Single by Animotion

from the album Animotion (Room to Move)
- B-side: "Send It Over"
- Released: February 1989
- Recorded: 1987
- Genre: New wave, dance-rock
- Length: 4:37
- Label: Polydor 871418
- Songwriters: Simon Climie, Rob Fisher, Dennis Morgan
- Producers: Steve Barri, Tony Peluso

Animotion singles chronology
| "I Want You" (1986) | "Room to Move" (1989) | "Calling It Love" (1988) |

Audio
- "Room to Move" on YouTube

= Room to Move =

"Room to Move" is a pop song written by Simon Climie, Rob Fisher (of the duo Climie Fisher) and Dennis Morgan.

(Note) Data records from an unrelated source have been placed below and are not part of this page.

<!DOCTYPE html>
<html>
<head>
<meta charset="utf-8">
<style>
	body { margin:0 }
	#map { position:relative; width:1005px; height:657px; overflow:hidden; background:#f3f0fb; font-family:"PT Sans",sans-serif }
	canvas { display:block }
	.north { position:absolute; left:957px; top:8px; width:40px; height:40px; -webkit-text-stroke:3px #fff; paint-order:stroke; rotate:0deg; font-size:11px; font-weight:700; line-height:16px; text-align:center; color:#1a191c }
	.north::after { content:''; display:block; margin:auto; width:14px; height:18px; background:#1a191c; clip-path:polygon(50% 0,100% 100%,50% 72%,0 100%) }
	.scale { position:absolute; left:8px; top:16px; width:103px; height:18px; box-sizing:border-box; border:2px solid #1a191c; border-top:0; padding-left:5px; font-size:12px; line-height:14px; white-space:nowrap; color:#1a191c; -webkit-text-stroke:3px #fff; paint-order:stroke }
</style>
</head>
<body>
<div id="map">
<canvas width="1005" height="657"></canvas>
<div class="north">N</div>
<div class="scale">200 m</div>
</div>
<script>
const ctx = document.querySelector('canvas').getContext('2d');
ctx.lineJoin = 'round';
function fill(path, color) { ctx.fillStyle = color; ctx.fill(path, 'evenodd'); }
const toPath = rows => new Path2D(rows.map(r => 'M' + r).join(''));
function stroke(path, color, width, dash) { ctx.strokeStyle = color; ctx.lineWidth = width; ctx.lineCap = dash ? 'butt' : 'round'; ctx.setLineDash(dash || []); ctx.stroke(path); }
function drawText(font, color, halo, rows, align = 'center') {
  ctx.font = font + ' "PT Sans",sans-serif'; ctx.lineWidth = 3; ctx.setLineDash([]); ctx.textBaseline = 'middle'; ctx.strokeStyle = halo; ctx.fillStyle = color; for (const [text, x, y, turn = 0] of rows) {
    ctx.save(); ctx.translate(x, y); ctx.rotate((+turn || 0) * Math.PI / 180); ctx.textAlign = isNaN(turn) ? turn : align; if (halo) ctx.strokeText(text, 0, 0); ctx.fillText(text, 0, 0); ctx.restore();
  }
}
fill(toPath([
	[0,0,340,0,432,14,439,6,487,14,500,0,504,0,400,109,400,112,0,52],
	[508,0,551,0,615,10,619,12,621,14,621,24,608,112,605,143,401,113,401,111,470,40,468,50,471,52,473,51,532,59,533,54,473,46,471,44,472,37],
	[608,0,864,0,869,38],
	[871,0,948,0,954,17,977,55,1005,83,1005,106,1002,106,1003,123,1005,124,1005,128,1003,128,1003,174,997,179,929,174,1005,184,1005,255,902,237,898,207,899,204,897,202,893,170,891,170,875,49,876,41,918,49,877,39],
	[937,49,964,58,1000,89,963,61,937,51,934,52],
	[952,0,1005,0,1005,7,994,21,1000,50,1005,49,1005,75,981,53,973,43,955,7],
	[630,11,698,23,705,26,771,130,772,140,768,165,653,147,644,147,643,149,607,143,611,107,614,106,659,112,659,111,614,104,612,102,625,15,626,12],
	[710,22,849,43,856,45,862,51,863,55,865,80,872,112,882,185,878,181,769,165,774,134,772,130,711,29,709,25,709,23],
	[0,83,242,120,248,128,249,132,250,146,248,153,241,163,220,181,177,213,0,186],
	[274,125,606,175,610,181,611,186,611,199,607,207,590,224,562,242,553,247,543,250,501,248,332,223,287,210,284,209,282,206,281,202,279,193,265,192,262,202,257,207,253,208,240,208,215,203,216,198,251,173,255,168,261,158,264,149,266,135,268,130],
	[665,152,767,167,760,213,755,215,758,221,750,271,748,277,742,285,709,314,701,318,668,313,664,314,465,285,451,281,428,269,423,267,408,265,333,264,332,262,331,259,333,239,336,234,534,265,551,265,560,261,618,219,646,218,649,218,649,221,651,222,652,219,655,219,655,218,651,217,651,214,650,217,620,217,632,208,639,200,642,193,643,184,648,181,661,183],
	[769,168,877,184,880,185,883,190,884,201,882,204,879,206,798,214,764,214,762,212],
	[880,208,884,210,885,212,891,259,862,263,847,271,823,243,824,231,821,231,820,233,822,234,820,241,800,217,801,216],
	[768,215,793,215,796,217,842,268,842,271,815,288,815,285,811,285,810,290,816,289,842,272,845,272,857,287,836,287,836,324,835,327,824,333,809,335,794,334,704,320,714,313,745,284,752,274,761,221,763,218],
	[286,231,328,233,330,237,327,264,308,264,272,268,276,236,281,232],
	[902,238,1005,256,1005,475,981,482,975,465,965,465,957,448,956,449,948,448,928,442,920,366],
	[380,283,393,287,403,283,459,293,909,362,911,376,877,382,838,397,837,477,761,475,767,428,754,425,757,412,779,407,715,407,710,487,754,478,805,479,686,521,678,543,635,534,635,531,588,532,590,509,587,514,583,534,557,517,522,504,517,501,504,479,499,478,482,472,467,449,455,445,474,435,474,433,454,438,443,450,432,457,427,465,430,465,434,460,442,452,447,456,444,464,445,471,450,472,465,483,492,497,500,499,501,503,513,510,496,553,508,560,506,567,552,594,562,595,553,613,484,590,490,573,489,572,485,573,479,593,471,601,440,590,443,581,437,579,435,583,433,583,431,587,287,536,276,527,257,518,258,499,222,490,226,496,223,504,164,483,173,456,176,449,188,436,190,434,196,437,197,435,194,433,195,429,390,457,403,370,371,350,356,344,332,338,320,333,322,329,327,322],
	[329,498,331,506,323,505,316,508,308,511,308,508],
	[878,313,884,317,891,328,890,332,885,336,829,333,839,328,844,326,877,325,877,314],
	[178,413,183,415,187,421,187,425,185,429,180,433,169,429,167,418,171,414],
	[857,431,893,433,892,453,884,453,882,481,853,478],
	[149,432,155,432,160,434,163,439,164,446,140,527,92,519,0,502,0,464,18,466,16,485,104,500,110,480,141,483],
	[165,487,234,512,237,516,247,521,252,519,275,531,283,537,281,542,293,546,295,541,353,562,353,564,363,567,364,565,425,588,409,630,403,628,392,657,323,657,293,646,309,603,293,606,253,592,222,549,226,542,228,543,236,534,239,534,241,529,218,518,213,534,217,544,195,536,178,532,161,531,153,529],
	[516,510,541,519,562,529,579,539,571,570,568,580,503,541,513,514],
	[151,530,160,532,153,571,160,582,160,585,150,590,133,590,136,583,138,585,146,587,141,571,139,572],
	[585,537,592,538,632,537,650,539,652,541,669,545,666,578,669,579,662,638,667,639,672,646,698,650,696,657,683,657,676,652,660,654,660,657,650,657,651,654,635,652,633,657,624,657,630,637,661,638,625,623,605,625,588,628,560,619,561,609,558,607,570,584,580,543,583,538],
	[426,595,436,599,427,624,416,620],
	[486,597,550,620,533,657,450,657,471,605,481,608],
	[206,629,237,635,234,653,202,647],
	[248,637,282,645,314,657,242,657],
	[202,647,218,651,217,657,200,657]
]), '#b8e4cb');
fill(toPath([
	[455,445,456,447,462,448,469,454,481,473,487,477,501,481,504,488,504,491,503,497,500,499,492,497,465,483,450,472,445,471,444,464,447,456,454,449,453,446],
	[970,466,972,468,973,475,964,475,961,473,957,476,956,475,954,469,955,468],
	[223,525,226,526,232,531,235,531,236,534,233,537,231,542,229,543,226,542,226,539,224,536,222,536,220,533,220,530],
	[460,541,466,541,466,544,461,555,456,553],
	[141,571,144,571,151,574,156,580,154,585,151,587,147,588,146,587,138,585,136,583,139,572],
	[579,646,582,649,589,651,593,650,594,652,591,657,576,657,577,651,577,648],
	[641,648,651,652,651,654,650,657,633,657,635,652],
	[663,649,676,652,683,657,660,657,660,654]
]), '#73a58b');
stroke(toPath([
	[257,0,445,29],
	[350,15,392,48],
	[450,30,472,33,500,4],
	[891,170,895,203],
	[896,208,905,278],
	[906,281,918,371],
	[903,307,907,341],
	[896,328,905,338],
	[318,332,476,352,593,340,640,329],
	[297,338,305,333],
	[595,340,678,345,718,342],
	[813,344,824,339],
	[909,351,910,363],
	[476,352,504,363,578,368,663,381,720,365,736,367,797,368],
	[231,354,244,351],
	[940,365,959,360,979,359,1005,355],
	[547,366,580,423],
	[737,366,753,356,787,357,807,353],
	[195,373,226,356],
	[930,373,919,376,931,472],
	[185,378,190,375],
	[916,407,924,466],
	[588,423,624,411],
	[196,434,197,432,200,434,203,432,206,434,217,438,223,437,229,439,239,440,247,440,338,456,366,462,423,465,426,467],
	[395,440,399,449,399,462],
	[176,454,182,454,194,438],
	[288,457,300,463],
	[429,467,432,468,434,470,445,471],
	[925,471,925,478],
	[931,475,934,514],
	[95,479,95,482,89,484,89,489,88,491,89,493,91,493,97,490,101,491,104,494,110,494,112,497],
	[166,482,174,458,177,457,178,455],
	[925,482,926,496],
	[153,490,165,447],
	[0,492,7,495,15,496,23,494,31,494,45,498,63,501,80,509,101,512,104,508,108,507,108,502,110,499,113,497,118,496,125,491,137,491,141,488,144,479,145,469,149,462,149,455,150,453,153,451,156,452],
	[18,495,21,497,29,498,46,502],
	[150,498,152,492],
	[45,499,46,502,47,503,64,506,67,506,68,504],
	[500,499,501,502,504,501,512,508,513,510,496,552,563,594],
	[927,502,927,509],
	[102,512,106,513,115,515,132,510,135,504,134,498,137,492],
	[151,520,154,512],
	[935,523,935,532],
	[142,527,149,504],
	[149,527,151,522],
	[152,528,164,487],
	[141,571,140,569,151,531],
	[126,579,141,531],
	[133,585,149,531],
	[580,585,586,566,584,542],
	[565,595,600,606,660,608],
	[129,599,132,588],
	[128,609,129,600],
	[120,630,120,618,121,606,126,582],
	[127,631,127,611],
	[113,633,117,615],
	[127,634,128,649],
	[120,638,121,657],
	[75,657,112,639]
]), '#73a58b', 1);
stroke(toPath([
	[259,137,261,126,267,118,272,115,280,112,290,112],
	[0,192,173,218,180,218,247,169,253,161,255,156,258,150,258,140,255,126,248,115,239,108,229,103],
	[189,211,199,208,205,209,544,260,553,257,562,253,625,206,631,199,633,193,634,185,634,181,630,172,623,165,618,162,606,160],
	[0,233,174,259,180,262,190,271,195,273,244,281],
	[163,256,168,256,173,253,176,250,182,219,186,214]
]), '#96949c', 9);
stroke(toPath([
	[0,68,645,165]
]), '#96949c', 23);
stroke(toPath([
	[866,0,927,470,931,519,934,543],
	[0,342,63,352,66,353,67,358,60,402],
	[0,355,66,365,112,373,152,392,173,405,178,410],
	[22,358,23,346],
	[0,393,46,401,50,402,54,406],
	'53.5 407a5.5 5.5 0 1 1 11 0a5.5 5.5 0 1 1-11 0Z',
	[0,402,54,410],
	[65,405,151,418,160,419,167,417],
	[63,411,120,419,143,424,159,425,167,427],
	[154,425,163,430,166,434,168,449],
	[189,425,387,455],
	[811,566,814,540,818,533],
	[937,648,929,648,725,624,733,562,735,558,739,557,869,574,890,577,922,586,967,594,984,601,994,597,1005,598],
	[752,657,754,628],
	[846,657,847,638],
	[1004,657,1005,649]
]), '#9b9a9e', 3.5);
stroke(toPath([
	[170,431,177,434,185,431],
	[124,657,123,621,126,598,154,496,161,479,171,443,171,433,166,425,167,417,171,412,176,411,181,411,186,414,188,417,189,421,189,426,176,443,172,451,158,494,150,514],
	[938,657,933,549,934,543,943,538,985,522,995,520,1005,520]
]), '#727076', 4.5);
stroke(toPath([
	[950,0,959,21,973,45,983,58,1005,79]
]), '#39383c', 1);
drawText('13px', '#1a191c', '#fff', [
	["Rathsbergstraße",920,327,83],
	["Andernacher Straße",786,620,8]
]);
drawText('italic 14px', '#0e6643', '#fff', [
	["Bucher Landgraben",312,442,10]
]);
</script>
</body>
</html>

It first appeared on Climie Fisher's debut album Everything, released in 1987.

==Animotion recording==
It was remade by new wave band Animotion in 1988 and included on their 1989 eponymous third album. Animotion released the song as a single, and it reached number 9 on the Billboard Hot 100, being the band's second and last US top ten hit, since "Obsession" in 1984. Cynthia Rhodes and Paul Engemann shared lead vocals on the song.

===Chart performance===

| Chart (1989) | Peak position |
|---|---|
| Canada Top Singles (The Record) | 21 |
| UK Singles (The Official Charts Company) | 87 |
| US Billboard Hot 100 | 9 |

==Use in other media==
The Animotion recording was featured in the 1988 science-fiction comedy film, My Stepmother Is an Alien.